Ryan Doumit is a switch hitter who can handle lefties and righties fairly equally. He plays catcher mostly, but has played outfield and first base as well. He has injury issues and isn't especially great defensively, but I envision him as part of an offense/defense platoon. He could start on days when the Red Sox have ground ball or strike out pitchers on the mound, and sit for the fly ball pitchers. On the days he starts, he could be removed in the late innings for defense and on the days he sits he could be used as a pinch hitter. Plus, in the event they let Varitek leave, he could always switch to back up catcher if Ryan Lavarnway doesn't work out.

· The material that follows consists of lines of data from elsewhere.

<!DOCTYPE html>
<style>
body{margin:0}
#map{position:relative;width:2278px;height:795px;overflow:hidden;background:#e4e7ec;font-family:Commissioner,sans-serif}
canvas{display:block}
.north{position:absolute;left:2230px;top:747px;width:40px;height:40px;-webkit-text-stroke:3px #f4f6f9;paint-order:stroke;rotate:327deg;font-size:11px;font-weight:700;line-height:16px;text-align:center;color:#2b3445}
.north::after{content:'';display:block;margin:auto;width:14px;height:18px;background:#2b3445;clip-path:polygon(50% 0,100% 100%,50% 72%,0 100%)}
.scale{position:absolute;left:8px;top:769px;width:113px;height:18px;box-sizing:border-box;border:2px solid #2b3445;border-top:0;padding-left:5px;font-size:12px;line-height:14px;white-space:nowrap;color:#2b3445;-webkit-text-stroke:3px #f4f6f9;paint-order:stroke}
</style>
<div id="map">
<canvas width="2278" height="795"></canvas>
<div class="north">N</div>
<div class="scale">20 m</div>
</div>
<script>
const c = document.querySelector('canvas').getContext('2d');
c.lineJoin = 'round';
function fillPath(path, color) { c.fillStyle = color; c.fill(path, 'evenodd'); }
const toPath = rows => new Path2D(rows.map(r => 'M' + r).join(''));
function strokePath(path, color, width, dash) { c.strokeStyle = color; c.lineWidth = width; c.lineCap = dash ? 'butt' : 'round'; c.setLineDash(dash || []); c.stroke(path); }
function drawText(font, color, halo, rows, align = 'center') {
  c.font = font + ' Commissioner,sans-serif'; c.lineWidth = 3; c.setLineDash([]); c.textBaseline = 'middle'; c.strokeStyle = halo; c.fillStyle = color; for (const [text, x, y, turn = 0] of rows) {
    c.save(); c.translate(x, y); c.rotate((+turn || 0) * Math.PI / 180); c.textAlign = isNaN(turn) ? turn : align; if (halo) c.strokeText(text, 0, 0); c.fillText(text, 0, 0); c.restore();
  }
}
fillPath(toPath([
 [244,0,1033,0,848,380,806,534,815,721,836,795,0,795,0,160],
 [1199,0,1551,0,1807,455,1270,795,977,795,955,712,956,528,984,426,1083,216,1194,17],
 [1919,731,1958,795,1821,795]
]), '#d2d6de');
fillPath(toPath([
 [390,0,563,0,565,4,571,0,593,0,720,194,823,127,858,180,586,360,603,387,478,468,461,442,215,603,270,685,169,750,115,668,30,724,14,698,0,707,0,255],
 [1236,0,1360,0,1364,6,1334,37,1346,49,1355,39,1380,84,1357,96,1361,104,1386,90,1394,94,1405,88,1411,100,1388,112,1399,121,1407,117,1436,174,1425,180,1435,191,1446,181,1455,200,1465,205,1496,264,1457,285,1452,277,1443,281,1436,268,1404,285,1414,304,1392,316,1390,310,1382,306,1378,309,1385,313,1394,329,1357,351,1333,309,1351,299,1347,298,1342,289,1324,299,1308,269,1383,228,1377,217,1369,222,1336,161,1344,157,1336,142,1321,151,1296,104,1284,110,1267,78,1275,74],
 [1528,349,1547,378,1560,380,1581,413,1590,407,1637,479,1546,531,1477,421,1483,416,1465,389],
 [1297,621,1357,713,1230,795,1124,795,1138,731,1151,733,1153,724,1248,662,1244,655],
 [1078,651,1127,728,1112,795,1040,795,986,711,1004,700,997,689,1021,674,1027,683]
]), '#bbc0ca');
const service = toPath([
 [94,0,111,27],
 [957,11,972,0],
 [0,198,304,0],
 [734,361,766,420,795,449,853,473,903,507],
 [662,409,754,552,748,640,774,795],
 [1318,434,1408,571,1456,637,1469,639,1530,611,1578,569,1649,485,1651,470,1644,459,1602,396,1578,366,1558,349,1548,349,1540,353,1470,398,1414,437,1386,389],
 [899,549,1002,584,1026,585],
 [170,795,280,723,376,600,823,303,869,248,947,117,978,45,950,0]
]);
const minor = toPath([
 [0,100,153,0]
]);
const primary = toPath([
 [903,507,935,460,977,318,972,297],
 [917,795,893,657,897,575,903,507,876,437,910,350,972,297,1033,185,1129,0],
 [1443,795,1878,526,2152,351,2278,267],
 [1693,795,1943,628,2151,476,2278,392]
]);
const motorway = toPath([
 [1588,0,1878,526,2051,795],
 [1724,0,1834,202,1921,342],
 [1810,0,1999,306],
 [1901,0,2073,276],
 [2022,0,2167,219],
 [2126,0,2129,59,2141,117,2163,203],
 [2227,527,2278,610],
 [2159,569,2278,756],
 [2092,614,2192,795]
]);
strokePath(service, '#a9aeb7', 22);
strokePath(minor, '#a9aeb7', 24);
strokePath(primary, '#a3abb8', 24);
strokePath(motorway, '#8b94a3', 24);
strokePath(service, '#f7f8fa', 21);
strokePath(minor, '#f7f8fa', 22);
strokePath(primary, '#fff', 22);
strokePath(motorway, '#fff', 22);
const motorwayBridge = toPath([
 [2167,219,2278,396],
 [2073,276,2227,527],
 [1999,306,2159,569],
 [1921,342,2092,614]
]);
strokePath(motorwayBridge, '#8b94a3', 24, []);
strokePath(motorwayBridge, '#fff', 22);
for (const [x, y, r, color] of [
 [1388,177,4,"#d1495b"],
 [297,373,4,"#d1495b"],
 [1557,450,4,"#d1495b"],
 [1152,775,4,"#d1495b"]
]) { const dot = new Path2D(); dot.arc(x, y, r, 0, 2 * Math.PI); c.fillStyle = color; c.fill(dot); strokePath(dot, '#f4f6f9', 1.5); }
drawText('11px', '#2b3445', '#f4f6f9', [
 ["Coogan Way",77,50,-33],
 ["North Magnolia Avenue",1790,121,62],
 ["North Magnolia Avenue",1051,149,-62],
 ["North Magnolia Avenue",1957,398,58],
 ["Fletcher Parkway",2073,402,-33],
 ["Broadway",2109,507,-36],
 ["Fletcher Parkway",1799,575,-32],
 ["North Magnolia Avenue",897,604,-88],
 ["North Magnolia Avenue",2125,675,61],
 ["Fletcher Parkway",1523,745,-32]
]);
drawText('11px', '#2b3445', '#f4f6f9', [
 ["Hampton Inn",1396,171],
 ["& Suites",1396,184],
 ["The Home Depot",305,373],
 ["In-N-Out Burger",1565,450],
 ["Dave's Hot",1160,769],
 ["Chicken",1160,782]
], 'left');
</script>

Finally, we get to Mr. Wonderful (Drew). I think there is about 0.1 % chance he comes back to Boston, but as the left handed half of a strict platoon it would be a smart move. This would keep him healthier, keep him more effective, and keep around a player who does actually have useful skills.
The Phil Plantier Group (Homegrown youngsters)
Josh Reddick, Red Sox; Ryan Kalish, Red Sox
Finally, the in house options. Reddick is older by a year and has about 300 more plate appearances in the Majors than Kalish. Reddick is the bigger power threat of the two and has the strong arm typical of right fielders. He was pretty solid in a half season with Boston (buoyed by a bananas first 2 months) so I would guess he has the jump on Kalish. He does have some serious flaws that will probably always hold him back from being a full time major league outfielder. He has a terrible batting eye and strikes out too much so he isn't the typical Boston player. He also seems to not have the best baseball sense, reflected in his poor base stealing and occasional misadventures in the field. But he is super talented so he deserves another look.
Kalish is younger and has a better pedigree than Reddick. He was drafted higher (9th round vs 17th round) and was always more highly regarded on prospect lists. He played in 53 games in 2010 in Boston and was a bit of a mixed bag. His success at the plate was below average, but he showed strong defense at every outfield position and good base running (10 for 11 in steals). He is a far more disciplined hitter than Reddick, but his power is probably similar to Ellsbury's pre-2011. Unfortunately, he was injured for most of last season so he didn't get a chance to improve upon his 2010. My guess is he starts the year at Pawtuckett to get some more seasoning and prove he can bounce back from his injury. He is also a potential replacement for Ellsbury if he is traded or leaves as a free agent in a couple years. He can handle center much better than Reddick from what I have heard.
What to do, what to do?
If I were running this team, I would go Tom Beringer on this position (Platoon). I would give Reddick the first crack at the left handed piece of the puzzle with Kalish at the ready. If Reddick establishes himself (or Kalish tears it up in AAA and vaults past Reddick), I would trade Kalish at the deadline if possible. For the right handed piece, I would try to bring in Andruw Jones on a one year deal for about $4 or $5 million, maybe with a team option. I think his right handed power would be great for the monster and despite his heft, I think he can still handle right, especially with speedsters in center and left. Reddick posted a .787 OPS against righties last year and Jones a .923 OPS against lefties. I expect Reddick's to go up some and Jones's to go down some, but that gives you a right fielder with an OPS in the low .800s. That's a top 10 right fielder last year, right about the level of performance of Hart, Quentin and Ethier. A little creativity at this position will save the team from trading more top prospects for a position that is not a top need.